**Problem to work on:** Repeat exactly, and only, the lines from the one containing "For a GIS import: What" through the end of the records.

═══ Provided data ═══

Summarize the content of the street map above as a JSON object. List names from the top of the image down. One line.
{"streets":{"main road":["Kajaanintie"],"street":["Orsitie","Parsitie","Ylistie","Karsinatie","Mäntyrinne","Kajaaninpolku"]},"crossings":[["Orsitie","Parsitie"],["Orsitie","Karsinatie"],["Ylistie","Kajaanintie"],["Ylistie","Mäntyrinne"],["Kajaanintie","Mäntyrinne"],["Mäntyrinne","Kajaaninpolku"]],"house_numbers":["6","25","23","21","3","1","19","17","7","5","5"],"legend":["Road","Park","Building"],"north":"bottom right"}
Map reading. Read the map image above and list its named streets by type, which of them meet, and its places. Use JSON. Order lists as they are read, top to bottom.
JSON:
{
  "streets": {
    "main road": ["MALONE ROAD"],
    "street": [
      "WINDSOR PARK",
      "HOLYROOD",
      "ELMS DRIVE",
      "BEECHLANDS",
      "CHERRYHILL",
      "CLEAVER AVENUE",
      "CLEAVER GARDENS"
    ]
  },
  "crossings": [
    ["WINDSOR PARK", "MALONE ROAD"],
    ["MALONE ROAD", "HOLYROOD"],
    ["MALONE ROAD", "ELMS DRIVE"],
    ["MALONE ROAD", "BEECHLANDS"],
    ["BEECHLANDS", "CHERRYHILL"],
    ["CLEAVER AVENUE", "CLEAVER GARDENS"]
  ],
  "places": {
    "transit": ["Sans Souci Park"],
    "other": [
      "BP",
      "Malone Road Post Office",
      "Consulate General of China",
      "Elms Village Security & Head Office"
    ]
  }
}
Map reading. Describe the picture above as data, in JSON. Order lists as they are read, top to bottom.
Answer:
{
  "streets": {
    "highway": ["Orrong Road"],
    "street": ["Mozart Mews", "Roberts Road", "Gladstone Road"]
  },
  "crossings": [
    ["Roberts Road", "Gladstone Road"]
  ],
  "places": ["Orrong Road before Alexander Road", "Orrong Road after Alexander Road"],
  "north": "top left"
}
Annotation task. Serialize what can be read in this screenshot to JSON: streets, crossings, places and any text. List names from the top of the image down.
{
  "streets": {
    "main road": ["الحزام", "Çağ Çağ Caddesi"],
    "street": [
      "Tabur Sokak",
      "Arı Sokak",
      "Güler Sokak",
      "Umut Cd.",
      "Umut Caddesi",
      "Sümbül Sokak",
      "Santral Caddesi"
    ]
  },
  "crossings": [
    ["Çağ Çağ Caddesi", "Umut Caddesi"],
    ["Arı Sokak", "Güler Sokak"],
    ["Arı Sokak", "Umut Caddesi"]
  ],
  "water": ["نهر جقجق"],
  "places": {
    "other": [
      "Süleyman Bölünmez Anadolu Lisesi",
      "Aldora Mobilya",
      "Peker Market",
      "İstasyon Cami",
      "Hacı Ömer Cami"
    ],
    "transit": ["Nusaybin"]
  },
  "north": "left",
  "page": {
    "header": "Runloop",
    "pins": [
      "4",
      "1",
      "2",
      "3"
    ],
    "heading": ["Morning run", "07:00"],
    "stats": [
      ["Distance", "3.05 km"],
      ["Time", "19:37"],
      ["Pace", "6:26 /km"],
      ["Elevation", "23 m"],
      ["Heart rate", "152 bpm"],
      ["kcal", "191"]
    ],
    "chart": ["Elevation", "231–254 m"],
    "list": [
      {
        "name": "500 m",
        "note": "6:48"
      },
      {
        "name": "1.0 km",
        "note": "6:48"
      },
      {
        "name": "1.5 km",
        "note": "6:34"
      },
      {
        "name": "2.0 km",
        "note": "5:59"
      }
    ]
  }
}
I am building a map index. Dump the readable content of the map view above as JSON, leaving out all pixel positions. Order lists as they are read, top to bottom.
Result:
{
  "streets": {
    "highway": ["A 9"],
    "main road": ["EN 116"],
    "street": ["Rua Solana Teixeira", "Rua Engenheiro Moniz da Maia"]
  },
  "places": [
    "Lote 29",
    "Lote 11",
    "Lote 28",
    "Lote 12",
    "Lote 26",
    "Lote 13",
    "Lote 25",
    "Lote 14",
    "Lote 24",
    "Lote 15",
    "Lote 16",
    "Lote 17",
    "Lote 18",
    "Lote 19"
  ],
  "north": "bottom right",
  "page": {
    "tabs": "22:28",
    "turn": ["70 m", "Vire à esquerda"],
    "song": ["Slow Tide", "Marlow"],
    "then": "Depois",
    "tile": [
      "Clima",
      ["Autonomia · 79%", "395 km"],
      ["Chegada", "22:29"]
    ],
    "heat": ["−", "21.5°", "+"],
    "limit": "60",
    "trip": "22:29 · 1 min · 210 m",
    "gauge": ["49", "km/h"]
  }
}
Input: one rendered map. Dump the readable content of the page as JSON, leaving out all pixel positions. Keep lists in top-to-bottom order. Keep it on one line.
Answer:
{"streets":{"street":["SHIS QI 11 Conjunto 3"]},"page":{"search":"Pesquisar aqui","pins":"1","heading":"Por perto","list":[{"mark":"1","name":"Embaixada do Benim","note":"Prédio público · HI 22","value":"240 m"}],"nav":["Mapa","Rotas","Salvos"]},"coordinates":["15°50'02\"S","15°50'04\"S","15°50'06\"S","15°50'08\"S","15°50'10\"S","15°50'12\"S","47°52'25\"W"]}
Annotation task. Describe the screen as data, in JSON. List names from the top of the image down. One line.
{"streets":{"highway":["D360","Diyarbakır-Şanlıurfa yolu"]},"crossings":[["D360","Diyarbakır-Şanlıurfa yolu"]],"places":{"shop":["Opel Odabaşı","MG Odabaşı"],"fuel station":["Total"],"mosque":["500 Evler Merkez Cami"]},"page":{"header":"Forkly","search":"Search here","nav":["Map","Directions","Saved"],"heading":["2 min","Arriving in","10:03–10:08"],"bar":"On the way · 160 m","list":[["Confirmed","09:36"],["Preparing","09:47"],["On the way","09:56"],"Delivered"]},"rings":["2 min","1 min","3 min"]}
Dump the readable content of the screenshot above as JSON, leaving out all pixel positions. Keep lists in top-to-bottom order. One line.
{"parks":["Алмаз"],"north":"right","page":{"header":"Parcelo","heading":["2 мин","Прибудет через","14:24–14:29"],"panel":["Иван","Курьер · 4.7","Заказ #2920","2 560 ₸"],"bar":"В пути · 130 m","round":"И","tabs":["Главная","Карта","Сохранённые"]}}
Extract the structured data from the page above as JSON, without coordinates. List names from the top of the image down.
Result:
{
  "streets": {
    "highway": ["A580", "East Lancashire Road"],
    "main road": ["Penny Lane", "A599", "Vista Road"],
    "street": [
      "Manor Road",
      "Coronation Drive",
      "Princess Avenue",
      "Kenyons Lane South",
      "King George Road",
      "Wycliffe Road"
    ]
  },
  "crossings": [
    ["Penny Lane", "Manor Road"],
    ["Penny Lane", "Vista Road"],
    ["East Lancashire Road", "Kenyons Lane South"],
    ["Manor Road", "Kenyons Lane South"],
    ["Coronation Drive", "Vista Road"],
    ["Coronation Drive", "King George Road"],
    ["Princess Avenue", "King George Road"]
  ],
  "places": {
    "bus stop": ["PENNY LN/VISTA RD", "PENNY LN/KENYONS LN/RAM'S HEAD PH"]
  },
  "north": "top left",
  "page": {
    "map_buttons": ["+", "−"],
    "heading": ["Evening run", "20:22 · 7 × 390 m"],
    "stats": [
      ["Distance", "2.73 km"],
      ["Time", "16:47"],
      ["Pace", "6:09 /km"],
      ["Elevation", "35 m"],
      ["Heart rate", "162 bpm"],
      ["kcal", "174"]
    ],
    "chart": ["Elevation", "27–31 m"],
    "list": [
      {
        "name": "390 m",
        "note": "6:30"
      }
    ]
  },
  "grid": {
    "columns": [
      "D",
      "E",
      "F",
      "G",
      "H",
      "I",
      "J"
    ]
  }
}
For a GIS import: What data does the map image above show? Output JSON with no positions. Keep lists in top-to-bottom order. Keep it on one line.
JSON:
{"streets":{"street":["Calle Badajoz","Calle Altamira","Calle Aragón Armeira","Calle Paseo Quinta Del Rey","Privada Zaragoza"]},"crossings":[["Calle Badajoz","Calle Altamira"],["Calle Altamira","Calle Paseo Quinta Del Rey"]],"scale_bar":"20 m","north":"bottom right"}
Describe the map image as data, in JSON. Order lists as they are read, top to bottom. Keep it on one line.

═══

**Problem solution:**
For a GIS import: What data does the map image above show? Output JSON with no positions. Keep lists in top-to-bottom order. Keep it on one line.
JSON:
{"streets":{"street":["Calle Badajoz","Calle Altamira","Calle Aragón Armeira","Calle Paseo Quinta Del Rey","Privada Zaragoza"]},"crossings":[["Calle Badajoz","Calle Altamira"],["Calle Altamira","Calle Paseo Quinta Del Rey"]],"scale_bar":"20 m","north":"bottom right"}
Describe the map image as data, in JSON. Order lists as they are read, top to bottom. Keep it on one line.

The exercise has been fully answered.